[Stored items]
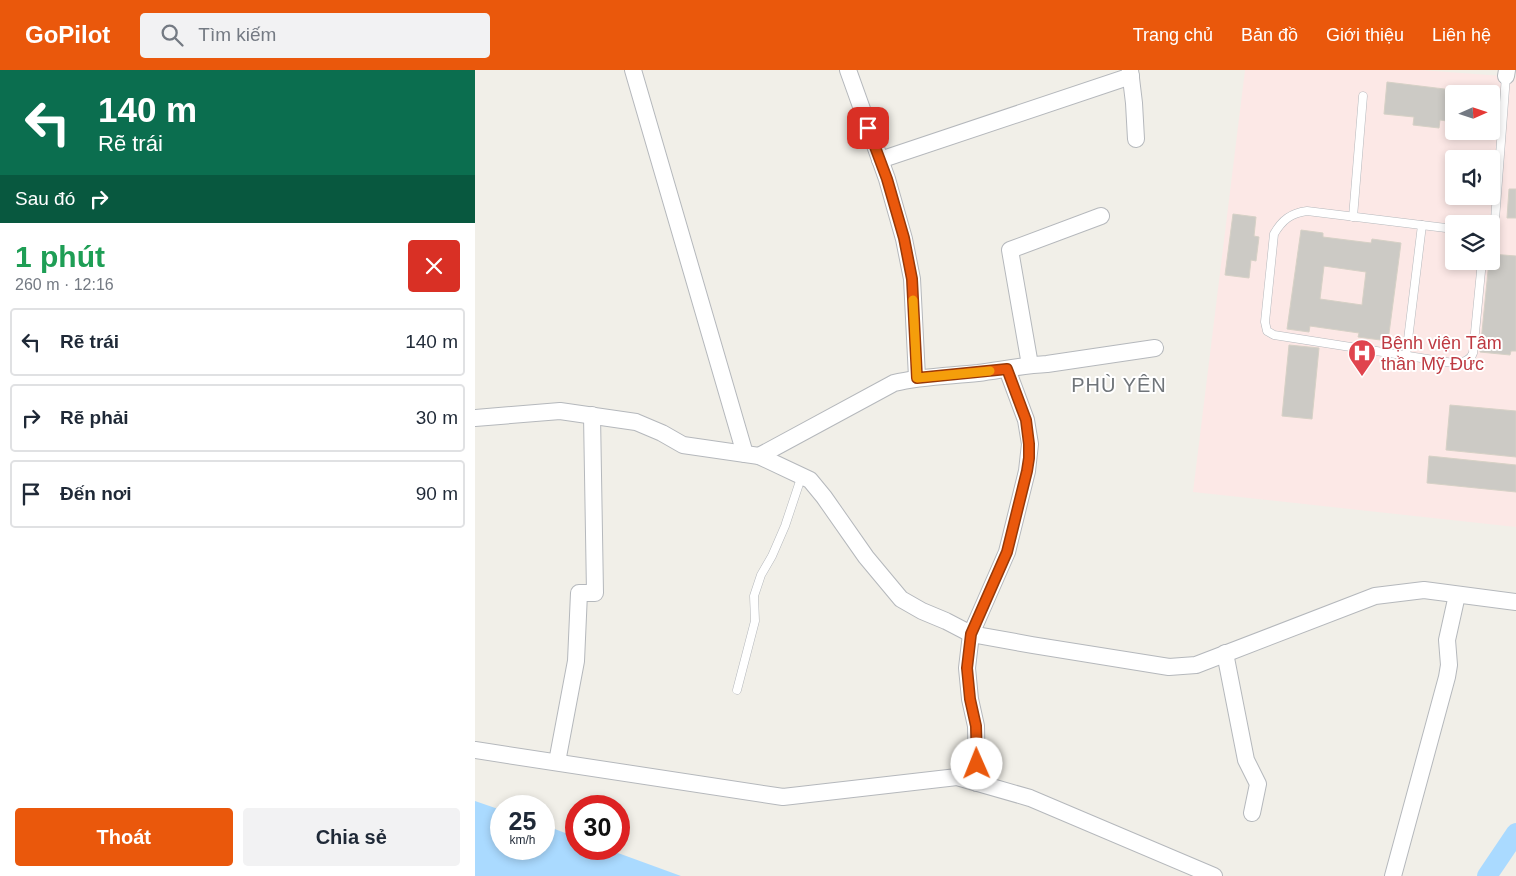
<!DOCTYPE html>
<html lang="vi">
<meta charset="utf-8">
<style>
body{margin:0;font-family:Helvetica,sans-serif;background:#f2f2f3;color:#1f2937;height:100vh;display:flex;flex-direction:column;font-size:19px;white-space:nowrap}
*{box-sizing:border-box;margin:0}
p{font-size:16px;color:#747a83}
.icon{flex:none;width:28px;height:28px;fill:none;stroke:currentColor;stroke-width:2;stroke-linecap:round;stroke-linejoin:round}
.map{position:relative;flex:1;overflow:hidden}
.panel{display:flex;flex-direction:column;background:#fff;width:475px}
.panel>*{flex:none}
.banner{background:#0b6e4f;color:#fff;overflow:hidden}
.needle{width:32px;rotate:87deg}
.buttons{position:absolute;left:970px;top:15px;display:grid;gap:10px}
.buttons a{display:grid;place-items:center;width:55px;height:55px;border-radius:5px;background:#fff;box-shadow:0 2px 8px #0003;font-size:25px}
.speed{position:absolute;left:15px;top:725px;display:flex;gap:10px;font-size:25px;font-weight:700;text-align:center}
.speed>*{display:grid;place-content:center;width:65px;height:65px;border-radius:50%;background:#fff;box-shadow:0 2px 8px #0003;line-height:1}
.speed small{font-size:12px;font-weight:400}
.speed .limit{border:8px solid #d22;background:#fff;color:#111}
.pin{position:absolute;display:grid;place-items:center;width:42px;height:42px;color:#fff;margin:-21px;border-radius:10px;box-shadow:0 2px 8px #0006}
.me{position:absolute;width:55px;margin:-28px;rotate:359deg;stroke-linejoin:round;filter:drop-shadow(0 0 4px #0008)}
.turn{display:flex;align-items:center;gap:18px;height:105px;padding:0 15px;font-size:22px}
.turn .icon{width:65px;height:65px;stroke-width:2.5}
.turn b{display:block;font-size:35px;line-height:42px}
.then{display:flex;align-items:center;height:48px;padding:0 15px;background:#0003;gap:10px;font-size:19px}
.round{display:grid;place-items:center;flex:none;width:52px;height:52px;border-radius:5px;background:#f2f2f3}
.overview{display:flex;align-items:center;justify-content:space-between;height:85px;padding:0 15px}
h1{font-size:30px;font-weight:700;line-height:38px;color:#1e9e55}
.button{display:flex;gap:10px;margin-top:auto;padding:10px 15px}
.button a{flex:1;height:58px;border-radius:5px;background:#ea580c;color:#fff;font-size:20px;font-weight:700;line-height:58px;text-align:center}
.button a+a{background:#f2f2f3;color:#1f2937}
ul{padding:0;list-style:none}
li{display:flex;align-items:center;gap:15px;height:68px;margin:0 10px 8px;padding:0 5px;border:2px solid #e0e1e3;border-radius:5px}
li div{flex:1}
li b{display:block;font-size:19px}
li em{font-style:normal}
header{display:flex;align-items:center;gap:30px;box-sizing:border-box;height:70px;padding:0 25px;background:#ea580c;color:#fff}
header strong{font-size:24px}
nav{display:flex;gap:28px;margin-inline-start:auto;font-size:18px}
.search{width:350px;height:45px;background:#f2f2f3;display:flex;align-items:center;gap:12px;box-sizing:border-box;padding:0 18px;border-radius:5px;color:#747a83;font-size:19px}
main{display:flex;flex:1;min-height:0}
.map>svg:first-child{display:block}
</style>
<header>
<strong>GoPilot</strong>
<div class="search"><svg class="icon" aria-label="search" viewBox="0 0 24 24"><circle cx="10" cy="10" r="6"/><path d="M15 15l6 6"/></svg>Tìm kiếm</div>
<nav><a>Trang chủ</a><a>Bản đồ</a><a>Giới thiệu</a><a>Liên hệ</a></nav>
</header>
<main>
<section class="panel">
<div class="banner">
<div class="turn"><svg class="icon" aria-label="left" viewBox="0 0 24 24"><path d="M17 20v-9H6M10 6l-5 5 5 5"/></svg><div><b>140 m</b>Rẽ trái</div></div>
<div class="then">Sau đó<svg class="icon" aria-label="right" viewBox="0 0 24 24"><path d="M7 20v-9h11M14 6l5 5-5 5"/></svg></div>
</div>
<div class="overview"><div><h1>1 phút</h1><p>260 m · 12:16</p></div><a class="round" style="background:#d93025;color:#fff"><svg class="icon" aria-label="close" viewBox="0 0 24 24"><path d="M6 6l12 12M18 6L6 18"/></svg></a></div>
<ul>
<li><svg class="icon" aria-label="left" viewBox="0 0 24 24"><path d="M17 20v-9H6M10 6l-5 5 5 5"/></svg><div><b>Rẽ trái</b></div><em>140 m</em></li>
<li><svg class="icon" aria-label="right" viewBox="0 0 24 24"><path d="M7 20v-9h11M14 6l5 5-5 5"/></svg><div><b>Rẽ phải</b></div><em>30 m</em></li>
<li><svg class="icon" aria-label="arrive" viewBox="0 0 24 24"><path d="M6 21V4h12l-3 4 3 4H6"/></svg><div><b>Đến nơi</b></div><em>90 m</em></li>
</ul>
<div class="button"><a>Thoát</a><a>Chia sẻ</a></div>
</section>
<div class="map">
<svg width="1041" height="806" viewBox="0 0 1041 806">
<rect width="100%" height="100%" fill="#f1efe8"/>
<path fill="#fce8e6" fill-rule="evenodd" d="M770 0H946L1041 7V457L718 422ZM979 24H1016V61H979ZM979 89H1016V126H979ZM979 154H1016V191H979Z"/>
<path fill="#aadaff" d="M0 731 26 740V779H69V755L101 767V779H132L206 806H0Z"/>
<g fill="none" stroke-linecap="round" stroke-linejoin="round">
<path stroke="#aadaff" stroke-width="20" d="M1012 806 1041 763"/>
</g>
<g fill="#cccac5" stroke="#d6d1c6" fill-rule="evenodd">
<path d="M912 12 994 22V24H979V52L965 50 964 58 938 55 939 47 909 44Z"/>
<path d="M1034 119H1041V148H1032Z"/>
<path d="M758 144 781 147 779 166 784 167 781 191 776 190 774 208 750 205Z"/>
<path d="M826 160 848 163V167L896 173 897 169 926 173 913 271 883 267 884 263 835 256 834 262 812 259ZM849 196 891 202 887 235 845 229Z"/>
<path d="M1016 184 1041 186V281H1036L1035 285 1005 282 1014 191H1016Z"/>
<path d="M814 275 844 278 837 349 807 346Z"/>
<path d="M975 335 1041 341V387L971 380Z"/>
<path d="M954 386 1041 395V422L952 413Z"/>
</g>
<g fill="none" stroke-linecap="round" stroke-linejoin="round">
<g stroke="#b5b8bc" stroke-width="9">
<g id="service">
<path d="M878 147 888 26"/>
<path d="M1016 158 1020 150 1031 6"/>
<path d="M979 159 832 141C816 143 807 150 799 164L790 252 792 261 799 265 978 293C986 292 995 292 998 283L1007 191"/>
<path d="M931 286 947 155"/>
<path d="M262 620 280 551 279 526 286 505 297 486 310 456 327 405"/>
</g>
</g>
<g stroke="#b5b8bc" stroke-width="18">
<g id="minor">
<path d="M158 0 270 384"/>
<path d="M373 0 412 109 429 169 437 209 442 307"/>
<path d="M655 0 659 33 661 69"/>
<path d="M1031 6 1032 0"/>
<path d="M405 90 656 6"/>
<path d="M555 295 535 180 626 146"/>
<path d="M0 348 85 341 161 352 187 363 208 375 284 386 335 410 349 427 391 487 426 529 447 541 471 551 496 564 557 575 694 597 721 595 900 526 949 520 1041 532"/>
<path d="M284 386 419 313C447 306 475 306 503 303 526 300 549 295 572 294L680 278"/>
<path d="M750 583 771 690 783 714 777 743"/>
<path d="M0 680 308 727 482 707 555 728 739 806"/>
<path d="M82 692 101 591 104 523H120L117 345"/>
<path d="M502 713 501 656 495 629 492 598 496 564 532 482 552 401 555 374 551 350 532 299"/>
<path d="M918 806 972 607 974 595 972 570 982 525"/>
</g>
</g>
<use href="#service" stroke="#fff" stroke-width="8"/>
<use href="#minor" stroke="#fff" stroke-width="16"/>
</g>
<g fill="none" stroke-linecap="round" stroke-linejoin="round">
<g stroke="#983908" stroke-width="12">
<path id="route" d="M393 58 412 109 429 168 437 209 442 308 532 299 551 350 554 374V388L552 401 532 482 496 564 492 598 495 629 501 656 502 694"/>
</g>
<use href="#route" stroke="#ea580c" stroke-width="9"/>
<path stroke="#f59e0b" stroke-width="9" d="M438 230 442 308 515 301"/>
</g>
<defs>
<g id="hospital-pin" transform="scale(1.4375)"><path d="M0 17L-7.5 6A9.5 9.5 0 1 1 7.5 6Z" fill="#e0444e" stroke="#fff"/><path d="M-5-5h3v3.5h4V-5h3V5h-3V1.5h-4V5h-3Z" fill="#fff"/></g>
</defs>
<g fill-rule="evenodd">
<use href="#hospital-pin" x="887" y="283"/>
</g>
<g text-anchor="middle" dominant-baseline="central" stroke-width="4" stroke-linejoin="round" paint-order="stroke">
<g font-size="18" fill="#be3a42" stroke="#fff" text-anchor="start">
<text x="906" y="273">Bệnh viện Tâm<tspan x="906" dy="21">thần Mỹ Đức</tspan></text>
</g>
<g font-size="20" letter-spacing="1" fill="#70757a" stroke="#fff">
<text x="644" y="315">PHÙ YÊN</text>
</g>
</g>
</svg>
<div class="buttons">
<a><svg class="needle" viewBox="-14 -14 28 28"><path d="M0-13l5 13h-10z" fill="#e53935"/><path d="M0 13l5-13h-10z" fill="#747a83"/></svg></a>
<a><svg class="icon" aria-label="sound" viewBox="0 0 24 24"><path d="M4 9h4l5-4v14l-5-4H4zM17 9q2 3 0 6"/></svg></a>
<a><svg class="icon" aria-label="layers" viewBox="0 0 24 24"><path d="M12 4l9 5-9 5-9-5zM3 14l9 5 9-5"/></svg></a>
</div>
<div class="speed"><div>25<small>km/h</small></div><div class="limit">30</div></div>
<div class="pin" style="left:393px;top:58px;background:#d93025"><svg class="icon" aria-label="arrive" viewBox="0 0 24 24"><path d="M6 21V4h12l-3 4 3 4H6"/></svg></div>
<svg class="me" style="left:502px;top:694px" viewBox="-20 -20 40 40"><circle r="19" fill="#fff"/><path d="M0-13L10 11 0 6-10 11z" fill="#ea580c"/></svg>
</div>
</main>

Try it. One number should be returned: how many lines in the records contain the word "margin".

Solution. 7